What you should do |
Would you reproduce exactly the lines below from the one holding "M0,315L24,305L290,426L374,443L474,494" through the one holding "M832,402L944,288L973,227L989,201L1028,112L1074,22L1083,0", inclusive, and no others?

── Given records

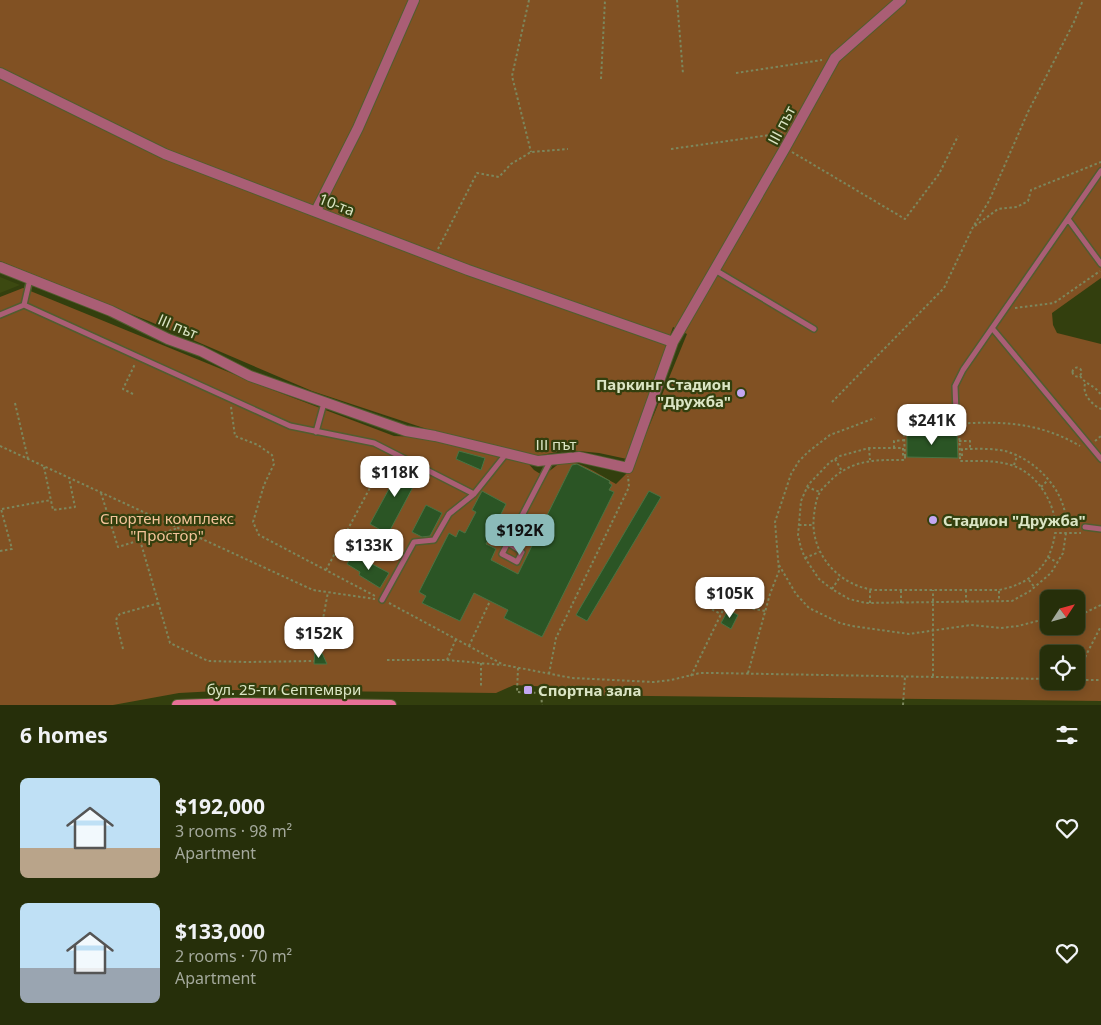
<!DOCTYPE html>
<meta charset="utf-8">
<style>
body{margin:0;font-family:"Noto Sans",sans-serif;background:#323b18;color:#f1f3f6;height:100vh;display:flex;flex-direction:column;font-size:19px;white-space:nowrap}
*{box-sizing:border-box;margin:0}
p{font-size:16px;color:#a4a99c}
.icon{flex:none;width:28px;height:28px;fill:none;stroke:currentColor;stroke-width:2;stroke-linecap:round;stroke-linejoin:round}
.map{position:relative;height:705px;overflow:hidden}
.panel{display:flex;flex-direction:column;background:#262f0a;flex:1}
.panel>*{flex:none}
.needle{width:32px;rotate:54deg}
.controls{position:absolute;left:1040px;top:590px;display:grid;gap:10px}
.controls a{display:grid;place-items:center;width:45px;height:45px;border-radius:8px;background:#262f0a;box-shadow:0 2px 12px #0003,0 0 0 1px #424a2b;font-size:25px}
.price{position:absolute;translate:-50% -42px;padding:0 11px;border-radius:10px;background:#fff;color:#222;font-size:16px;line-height:32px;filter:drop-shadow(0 1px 2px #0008)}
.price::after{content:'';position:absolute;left:50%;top:30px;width:15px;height:11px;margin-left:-8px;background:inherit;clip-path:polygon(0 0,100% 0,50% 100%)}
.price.active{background:#8bbbb9;color:#111}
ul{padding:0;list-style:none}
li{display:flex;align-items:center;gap:15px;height:125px;padding:0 20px}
li span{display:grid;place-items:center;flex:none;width:140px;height:100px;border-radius:8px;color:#555}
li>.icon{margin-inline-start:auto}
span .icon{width:60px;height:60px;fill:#fffc;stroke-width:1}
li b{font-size:21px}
h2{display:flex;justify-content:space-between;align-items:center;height:60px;padding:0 20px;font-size:21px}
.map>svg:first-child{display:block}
.built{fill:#3c4911}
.green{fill:#815123;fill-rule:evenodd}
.building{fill:#2b5525;stroke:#497443}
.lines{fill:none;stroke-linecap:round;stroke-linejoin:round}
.service-casing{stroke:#515d2f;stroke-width:8}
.minor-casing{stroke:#515d2f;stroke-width:12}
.secondary-casing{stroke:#515d2f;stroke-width:12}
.path{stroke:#7c875d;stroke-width:2;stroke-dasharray:2.5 2.5;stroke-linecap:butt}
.service{stroke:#aa5e75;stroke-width:5}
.minor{stroke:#aa5e75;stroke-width:10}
.secondary{stroke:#e87097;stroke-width:10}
.poi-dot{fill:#c3a7f2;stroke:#333f0e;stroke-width:2}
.labels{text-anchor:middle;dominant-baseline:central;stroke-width:4.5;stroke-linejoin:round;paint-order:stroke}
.street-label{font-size:15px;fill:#dbe5c4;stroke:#333f0e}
.poi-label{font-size:15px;font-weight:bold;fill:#dbe5c4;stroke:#333f0e;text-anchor:start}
.park-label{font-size:15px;fill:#f4c399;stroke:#333f0e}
</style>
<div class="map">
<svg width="1101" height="705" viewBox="0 0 1101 705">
<rect width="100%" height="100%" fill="#333f0e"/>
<path class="built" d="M0,277L20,285L0,293Z"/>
<path class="green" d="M0,0H1101V278L1052,313L1053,325L1057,333L1101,344V701L559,695L552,687L514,685L496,693L235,690L179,693L113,705H0V297L23,288L270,389L394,436L420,437L527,462L534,470L542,475C551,472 555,465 562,462C574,457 605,478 616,484L632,468L687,334L673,327L627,459L599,453L568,450L536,456L454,438L312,391L151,322L0,261ZM1049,599H1076V626H1049ZM1049,654H1076V681H1049Z"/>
<path class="building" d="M907,435H957L958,458L907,457Z
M459,451L485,458L481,470L456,459Z
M403,463L421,472L388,534L370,524Z
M577,464L610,481L609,483L612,485L609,490L614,492L542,637L504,618L508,610L474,593L460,621L422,603L426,596L419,592L449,533L456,537L459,530L465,533L476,512L472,510L482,491L506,504L486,544L496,549L491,560L518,574L572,465Z
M649,491L661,497L587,621L576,615Z
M426,505L442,513L430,536L422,537L412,532Z
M353,554L389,573L380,588L359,575L360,572L347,564Z
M728,610L738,615L731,629L721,623Z
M315,651L322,653L327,664H314Z"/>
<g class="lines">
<g class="service-casing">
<path id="service" d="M1068,219L1101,264
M715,270L814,329
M24,305L30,279
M0,315L24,305L290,426L374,443L474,494
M992,328L1101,459
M954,412H956L955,386L963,370L1101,171
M316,432L324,403
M1085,527L1101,529
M508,543L522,552L517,562L502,554L551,460
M382,600L414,542L434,540L449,514L474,494L506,454"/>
</g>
<g class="minor-casing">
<path id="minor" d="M0,73L165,154L468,270L673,342
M316,211L358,128L414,0
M0,267L111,311L168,339L201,351L250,376L406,431L435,436L538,461L579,457L628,468L673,342L785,148L835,58L901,0"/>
</g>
<g class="secondary-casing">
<path id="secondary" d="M177,705L235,703L391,705"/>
</g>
<path class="path" d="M529,0L512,76L531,152
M677,0L683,74
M736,73L822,60
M601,79L605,0
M671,149L784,133
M792,152L905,219L939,174L958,136
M975,226L998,209L1017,207L1028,201L1031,190L1101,162
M438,249L477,173L499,177L511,164L531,152L568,149
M1015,308L1054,303L1100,271
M1072.5 372a4.5 4.5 0 1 1 9 0a4.5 4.5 0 1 1-9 0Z
M1080,376C1087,386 1094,384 1101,395
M1085,384C1082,394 1092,405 1101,409
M133,394L123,389L135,364
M832,402L944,288L973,227L989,201L1028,112L1074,22L1083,0
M15,403L28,459
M231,407L235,436L258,445L272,455L274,464L264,485L253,522L259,535L377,597
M903,414L905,457
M909,414L910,426C972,425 1022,412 1080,446
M959,423L960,456
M959,441H970V448
M1095,441L1101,436
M0,446L313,590L375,599
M869,448L870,460
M894,448V441L905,440
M835,459L842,471
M1014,465L1017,456
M44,467L53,510L75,507L69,478
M807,487L820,492
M1041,487L1048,480
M101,493L118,547L178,528
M2,509L51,500
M1066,520C1064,489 1035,459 1005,451C991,448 975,449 962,449V456H960V461C977,461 995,460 1011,465C1035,472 1052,498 1055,521H1081
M799,525H813
M1066,533L1063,553L1051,573L1030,591L1012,601L866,603L849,599L832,589L819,579L805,558L801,548L798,535L801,501L808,485L830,462L840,456L869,448H903V457H905V460C887,460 870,459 852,466C845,469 839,473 833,478C829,483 823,487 820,492C816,499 815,507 814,515C809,552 838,586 875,590H999C1030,584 1051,566 1055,533H1081
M140,540L170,643L208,661L247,662L314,661
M0,551L12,549L1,509
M1048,557L1058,563
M805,558L819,552
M779,565L796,594L809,608L840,623L852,626L909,634L971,625L1001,628L1018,626L1049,618
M326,570L387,456
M1029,580L1035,588
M832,589L840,577
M966,590V602
M999,591V601
M389,603L504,665L572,678L654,682L671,680L700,673H713L1049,679
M870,603V589
M901,603V591
M703,605L721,614
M1076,617L1101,605
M469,646L490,601
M123,649L116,621L117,617L120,614L159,603
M317,651L328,592
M387,660H447L502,665
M447,660L456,639
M481,663V687
M518,668L517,692L541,693L542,705
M748,673L770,594L779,571L775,522L791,474L799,461L808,452L830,435L875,418
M549,674L556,638L629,487L628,476
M1076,675L1101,626
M691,676L724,608L732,605L765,611
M933,676V590
M1076,680H1101
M903,705L905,677"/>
<use href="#service" class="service"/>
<use href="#minor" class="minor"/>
<use href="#secondary" class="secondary"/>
</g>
<g class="poi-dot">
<circle cx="741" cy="393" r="5"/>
<circle cx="933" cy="520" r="5"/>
<rect x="523" y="685" width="10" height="10" rx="2.5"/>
</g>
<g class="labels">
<g class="street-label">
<text transform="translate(781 125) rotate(-62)">ІІІ път</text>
<text transform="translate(337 204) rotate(21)">10-та</text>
<text transform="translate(178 326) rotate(23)">ІІІ път</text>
<text x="556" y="444">ІІІ път</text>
<text x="284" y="689">бул. 25-ти Септември</text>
</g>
<g class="poi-label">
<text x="731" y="384" text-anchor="end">Паркинг Стадион<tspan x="731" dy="17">"Дружба"</tspan></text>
<text x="943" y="520">Стадион "Дружба"</text>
<text x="538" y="690">Спортна зала</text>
</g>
<g class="park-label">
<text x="167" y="518">Спортен комплекс<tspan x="167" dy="17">"Простор"</tspan></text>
</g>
</g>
</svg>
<div class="controls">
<a><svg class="needle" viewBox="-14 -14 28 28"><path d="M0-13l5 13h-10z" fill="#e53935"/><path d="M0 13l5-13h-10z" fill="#a4a99c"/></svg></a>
<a><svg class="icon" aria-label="locate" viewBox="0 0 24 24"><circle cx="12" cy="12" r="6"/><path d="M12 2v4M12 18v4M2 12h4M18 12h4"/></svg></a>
</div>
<b class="price" style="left:932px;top:446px">$241K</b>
<b class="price" style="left:395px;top:498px">$118K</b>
<b class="price active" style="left:520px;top:556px">$192K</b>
<b class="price" style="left:369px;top:571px">$133K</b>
<b class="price" style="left:730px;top:619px">$105K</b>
<b class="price" style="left:319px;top:659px">$152K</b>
</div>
<section class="panel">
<h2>6 homes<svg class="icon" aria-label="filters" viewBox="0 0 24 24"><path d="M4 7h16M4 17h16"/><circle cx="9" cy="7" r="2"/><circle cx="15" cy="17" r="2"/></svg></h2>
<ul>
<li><span style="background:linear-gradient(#bfe0f5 70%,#b9a48a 0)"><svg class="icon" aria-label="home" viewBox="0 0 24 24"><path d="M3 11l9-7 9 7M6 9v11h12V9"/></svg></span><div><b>$192,000</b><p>3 rooms · 98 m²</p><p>Apartment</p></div><svg class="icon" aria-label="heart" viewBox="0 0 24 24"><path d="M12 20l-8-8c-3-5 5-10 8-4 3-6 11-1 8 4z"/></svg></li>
<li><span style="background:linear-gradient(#bfe0f5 65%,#9aa5b1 0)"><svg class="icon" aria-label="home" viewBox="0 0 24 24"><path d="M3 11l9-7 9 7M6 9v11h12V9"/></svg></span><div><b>$133,000</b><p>2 rooms · 70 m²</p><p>Apartment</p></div><svg class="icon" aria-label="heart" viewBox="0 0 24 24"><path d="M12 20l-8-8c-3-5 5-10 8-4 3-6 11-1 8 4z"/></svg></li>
</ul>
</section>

────

Written response |
M0,315L24,305L290,426L374,443L474,494
M992,328L1101,459
M954,412H956L955,386L963,370L1101,171
M316,432L324,403
M1085,527L1101,529
M508,543L522,552L517,562L502,554L551,460
M382,600L414,542L434,540L449,514L474,494L506,454"/>
</g>
<g class="minor-casing">
<path id="minor" d="M0,73L165,154L468,270L673,342
M316,211L358,128L414,0
M0,267L111,311L168,339L201,351L250,376L406,431L435,436L538,461L579,457L628,468L673,342L785,148L835,58L901,0"/>
</g>
<g class="secondary-casing">
<path id="secondary" d="M177,705L235,703L391,705"/>
</g>
<path class="path" d="M529,0L512,76L531,152
M677,0L683,74
M736,73L822,60
M601,79L605,0
M671,149L784,133
M792,152L905,219L939,174L958,136
M975,226L998,209L1017,207L1028,201L1031,190L1101,162
M438,249L477,173L499,177L511,164L531,152L568,149
M1015,308L1054,303L1100,271
M1072.5 372a4.5 4.5 0 1 1 9 0a4.5 4.5 0 1 1-9 0Z
M1080,376C1087,386 1094,384 1101,395
M1085,384C1082,394 1092,405 1101,409
M133,394L123,389L135,364
M832,402L944,288L973,227L989,201L1028,112L1074,22L1083,0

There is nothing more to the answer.